Segment Start: Excerpted data
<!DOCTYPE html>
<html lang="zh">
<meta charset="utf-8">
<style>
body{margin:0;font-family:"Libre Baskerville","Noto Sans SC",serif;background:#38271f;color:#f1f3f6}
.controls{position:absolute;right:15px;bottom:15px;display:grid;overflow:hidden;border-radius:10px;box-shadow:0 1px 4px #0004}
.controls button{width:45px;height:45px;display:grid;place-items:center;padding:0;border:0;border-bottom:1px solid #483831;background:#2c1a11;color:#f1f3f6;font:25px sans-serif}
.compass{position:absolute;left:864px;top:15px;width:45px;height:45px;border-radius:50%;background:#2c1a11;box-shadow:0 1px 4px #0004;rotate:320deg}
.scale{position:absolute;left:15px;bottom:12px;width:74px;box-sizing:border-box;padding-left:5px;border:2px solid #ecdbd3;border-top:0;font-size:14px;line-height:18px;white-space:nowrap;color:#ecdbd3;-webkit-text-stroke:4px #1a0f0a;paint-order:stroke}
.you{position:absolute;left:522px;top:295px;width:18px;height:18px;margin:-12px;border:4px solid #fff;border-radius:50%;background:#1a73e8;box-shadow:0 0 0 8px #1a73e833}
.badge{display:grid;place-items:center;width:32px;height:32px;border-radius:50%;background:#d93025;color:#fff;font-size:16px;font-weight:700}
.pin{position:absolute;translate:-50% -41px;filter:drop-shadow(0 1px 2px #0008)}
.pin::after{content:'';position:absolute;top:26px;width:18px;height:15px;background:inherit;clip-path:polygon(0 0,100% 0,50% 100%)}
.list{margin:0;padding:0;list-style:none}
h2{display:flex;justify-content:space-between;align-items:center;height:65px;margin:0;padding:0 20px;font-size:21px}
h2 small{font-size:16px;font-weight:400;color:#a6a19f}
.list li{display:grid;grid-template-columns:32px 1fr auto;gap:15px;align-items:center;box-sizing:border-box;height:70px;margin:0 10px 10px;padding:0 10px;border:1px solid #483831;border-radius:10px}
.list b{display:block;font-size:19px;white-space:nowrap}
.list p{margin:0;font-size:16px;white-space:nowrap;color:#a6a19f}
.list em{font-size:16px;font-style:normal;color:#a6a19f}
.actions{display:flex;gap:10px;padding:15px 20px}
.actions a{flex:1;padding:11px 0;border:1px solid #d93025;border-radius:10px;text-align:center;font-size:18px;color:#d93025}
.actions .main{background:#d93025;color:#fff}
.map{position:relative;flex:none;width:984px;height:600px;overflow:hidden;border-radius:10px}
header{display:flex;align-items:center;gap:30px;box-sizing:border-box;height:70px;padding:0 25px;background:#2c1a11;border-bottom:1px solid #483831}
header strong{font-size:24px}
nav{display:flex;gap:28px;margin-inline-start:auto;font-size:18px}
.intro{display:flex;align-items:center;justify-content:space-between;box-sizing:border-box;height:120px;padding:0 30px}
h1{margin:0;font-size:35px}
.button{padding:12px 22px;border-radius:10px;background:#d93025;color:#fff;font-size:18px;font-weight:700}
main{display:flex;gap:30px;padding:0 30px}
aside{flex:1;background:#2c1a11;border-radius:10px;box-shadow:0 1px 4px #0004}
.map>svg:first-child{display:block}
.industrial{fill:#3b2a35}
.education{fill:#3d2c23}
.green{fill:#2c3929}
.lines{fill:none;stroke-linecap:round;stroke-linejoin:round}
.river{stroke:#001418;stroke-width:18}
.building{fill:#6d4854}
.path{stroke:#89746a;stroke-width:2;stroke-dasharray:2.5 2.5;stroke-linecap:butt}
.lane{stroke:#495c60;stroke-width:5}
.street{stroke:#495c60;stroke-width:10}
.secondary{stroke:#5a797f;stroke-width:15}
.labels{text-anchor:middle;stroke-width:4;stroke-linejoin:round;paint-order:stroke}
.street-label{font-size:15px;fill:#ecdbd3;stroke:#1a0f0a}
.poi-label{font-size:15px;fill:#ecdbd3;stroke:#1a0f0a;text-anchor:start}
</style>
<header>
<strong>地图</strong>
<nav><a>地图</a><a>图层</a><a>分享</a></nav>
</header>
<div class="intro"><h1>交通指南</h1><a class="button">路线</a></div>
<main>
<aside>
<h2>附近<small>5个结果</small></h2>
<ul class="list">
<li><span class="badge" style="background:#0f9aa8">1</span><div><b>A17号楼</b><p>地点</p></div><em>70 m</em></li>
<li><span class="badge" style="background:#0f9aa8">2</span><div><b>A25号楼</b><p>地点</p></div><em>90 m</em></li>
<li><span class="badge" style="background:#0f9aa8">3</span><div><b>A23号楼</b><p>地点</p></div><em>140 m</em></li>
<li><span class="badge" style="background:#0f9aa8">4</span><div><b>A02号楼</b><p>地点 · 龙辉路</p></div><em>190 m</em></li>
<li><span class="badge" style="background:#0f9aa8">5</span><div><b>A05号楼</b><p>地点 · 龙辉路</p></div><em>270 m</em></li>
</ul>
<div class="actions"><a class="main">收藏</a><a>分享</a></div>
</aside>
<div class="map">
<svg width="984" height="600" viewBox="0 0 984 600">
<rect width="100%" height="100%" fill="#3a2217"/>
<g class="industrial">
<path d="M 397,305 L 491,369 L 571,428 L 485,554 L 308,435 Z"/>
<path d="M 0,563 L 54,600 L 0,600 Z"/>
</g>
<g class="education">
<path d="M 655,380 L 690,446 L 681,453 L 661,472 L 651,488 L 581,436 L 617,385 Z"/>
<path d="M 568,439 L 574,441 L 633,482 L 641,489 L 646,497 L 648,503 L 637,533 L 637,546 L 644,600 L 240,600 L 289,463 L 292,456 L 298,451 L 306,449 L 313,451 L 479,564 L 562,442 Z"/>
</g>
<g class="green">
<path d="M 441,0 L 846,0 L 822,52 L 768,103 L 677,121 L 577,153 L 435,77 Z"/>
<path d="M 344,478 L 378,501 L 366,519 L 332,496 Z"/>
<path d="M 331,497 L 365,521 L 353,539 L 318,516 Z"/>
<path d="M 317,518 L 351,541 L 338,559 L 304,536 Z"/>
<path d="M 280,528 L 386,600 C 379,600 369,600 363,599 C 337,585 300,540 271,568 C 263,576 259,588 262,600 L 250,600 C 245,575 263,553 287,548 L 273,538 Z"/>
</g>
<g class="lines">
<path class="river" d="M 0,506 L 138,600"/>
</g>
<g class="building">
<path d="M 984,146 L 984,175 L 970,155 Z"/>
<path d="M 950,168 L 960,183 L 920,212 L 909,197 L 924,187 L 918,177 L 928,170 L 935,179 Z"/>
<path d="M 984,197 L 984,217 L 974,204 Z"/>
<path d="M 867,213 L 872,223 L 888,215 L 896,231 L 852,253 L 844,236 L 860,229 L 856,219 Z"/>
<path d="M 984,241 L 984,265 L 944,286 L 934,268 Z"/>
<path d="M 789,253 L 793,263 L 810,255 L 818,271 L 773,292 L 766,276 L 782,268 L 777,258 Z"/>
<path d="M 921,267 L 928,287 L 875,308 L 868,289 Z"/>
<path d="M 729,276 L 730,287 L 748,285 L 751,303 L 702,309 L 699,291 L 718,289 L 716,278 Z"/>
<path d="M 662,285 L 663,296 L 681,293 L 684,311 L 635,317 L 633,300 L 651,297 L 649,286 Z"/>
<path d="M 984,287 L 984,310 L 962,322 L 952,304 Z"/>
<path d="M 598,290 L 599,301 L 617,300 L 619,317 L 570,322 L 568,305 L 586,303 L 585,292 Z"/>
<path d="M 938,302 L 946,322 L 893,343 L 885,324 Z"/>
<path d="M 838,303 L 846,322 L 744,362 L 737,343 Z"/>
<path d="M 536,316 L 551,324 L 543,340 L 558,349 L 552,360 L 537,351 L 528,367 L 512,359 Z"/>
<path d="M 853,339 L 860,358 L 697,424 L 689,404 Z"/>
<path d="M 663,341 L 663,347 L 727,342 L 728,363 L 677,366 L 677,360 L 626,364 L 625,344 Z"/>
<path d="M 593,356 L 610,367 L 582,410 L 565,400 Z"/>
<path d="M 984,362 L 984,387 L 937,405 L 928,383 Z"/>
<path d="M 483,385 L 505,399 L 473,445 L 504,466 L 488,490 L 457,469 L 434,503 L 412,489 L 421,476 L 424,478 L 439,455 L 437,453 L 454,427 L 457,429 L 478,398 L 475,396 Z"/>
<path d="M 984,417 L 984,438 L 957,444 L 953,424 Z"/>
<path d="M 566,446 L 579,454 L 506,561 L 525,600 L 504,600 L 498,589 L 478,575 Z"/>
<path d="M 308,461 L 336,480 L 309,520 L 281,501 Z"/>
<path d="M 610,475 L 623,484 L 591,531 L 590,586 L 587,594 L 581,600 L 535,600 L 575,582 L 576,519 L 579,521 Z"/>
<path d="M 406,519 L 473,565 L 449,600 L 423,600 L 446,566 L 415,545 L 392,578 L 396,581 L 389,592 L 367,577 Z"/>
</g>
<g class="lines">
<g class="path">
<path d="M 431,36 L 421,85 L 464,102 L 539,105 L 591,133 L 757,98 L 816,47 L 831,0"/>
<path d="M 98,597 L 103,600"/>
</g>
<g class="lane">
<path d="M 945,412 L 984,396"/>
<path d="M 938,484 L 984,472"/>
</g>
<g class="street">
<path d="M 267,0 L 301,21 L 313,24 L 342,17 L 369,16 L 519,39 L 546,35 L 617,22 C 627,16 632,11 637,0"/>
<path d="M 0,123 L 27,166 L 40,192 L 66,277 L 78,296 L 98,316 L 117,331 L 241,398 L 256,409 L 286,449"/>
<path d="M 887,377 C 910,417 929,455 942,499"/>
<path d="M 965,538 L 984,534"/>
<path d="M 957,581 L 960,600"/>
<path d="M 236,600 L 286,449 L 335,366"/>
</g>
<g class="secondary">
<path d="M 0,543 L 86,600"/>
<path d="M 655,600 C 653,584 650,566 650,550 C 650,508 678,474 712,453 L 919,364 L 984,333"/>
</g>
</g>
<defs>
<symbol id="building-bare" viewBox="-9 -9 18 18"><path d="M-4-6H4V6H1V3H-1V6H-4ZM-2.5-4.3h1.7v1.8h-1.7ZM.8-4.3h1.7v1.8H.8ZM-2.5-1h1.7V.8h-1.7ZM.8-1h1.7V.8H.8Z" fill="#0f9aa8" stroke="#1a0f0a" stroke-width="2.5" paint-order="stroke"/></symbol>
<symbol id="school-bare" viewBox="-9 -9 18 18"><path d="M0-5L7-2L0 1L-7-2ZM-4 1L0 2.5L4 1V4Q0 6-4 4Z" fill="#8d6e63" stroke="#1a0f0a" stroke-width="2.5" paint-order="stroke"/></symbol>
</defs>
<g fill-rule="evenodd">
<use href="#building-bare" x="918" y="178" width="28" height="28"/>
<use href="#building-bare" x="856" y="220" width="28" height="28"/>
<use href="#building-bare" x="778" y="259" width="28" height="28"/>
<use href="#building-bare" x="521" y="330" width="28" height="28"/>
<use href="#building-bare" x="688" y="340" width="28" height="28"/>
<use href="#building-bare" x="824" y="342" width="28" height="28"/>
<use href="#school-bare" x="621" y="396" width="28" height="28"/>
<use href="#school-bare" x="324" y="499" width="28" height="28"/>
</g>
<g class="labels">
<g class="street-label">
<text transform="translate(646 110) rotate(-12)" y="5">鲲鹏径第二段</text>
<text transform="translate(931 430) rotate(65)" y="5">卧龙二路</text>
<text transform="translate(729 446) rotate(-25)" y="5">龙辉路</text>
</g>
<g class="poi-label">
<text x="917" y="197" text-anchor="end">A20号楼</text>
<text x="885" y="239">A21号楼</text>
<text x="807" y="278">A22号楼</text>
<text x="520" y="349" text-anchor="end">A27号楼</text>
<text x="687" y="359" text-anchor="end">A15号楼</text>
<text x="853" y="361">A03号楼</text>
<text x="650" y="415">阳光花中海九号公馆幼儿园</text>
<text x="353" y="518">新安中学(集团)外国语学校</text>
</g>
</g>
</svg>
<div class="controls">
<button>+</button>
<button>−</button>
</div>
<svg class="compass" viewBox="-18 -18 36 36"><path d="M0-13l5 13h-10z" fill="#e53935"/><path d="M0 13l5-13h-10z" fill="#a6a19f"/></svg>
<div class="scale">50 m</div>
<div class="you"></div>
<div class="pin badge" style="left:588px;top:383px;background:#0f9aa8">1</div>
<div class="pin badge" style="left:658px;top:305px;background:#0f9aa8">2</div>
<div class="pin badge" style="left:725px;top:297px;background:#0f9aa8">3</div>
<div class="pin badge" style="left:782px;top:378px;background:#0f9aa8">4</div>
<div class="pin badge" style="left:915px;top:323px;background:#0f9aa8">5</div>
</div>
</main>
Segment End: Excerpted data
*Prompt*.
From the listing above, give the number of lines in which the word "place" occurs, and nothing else.

*Response for this exercise*.
2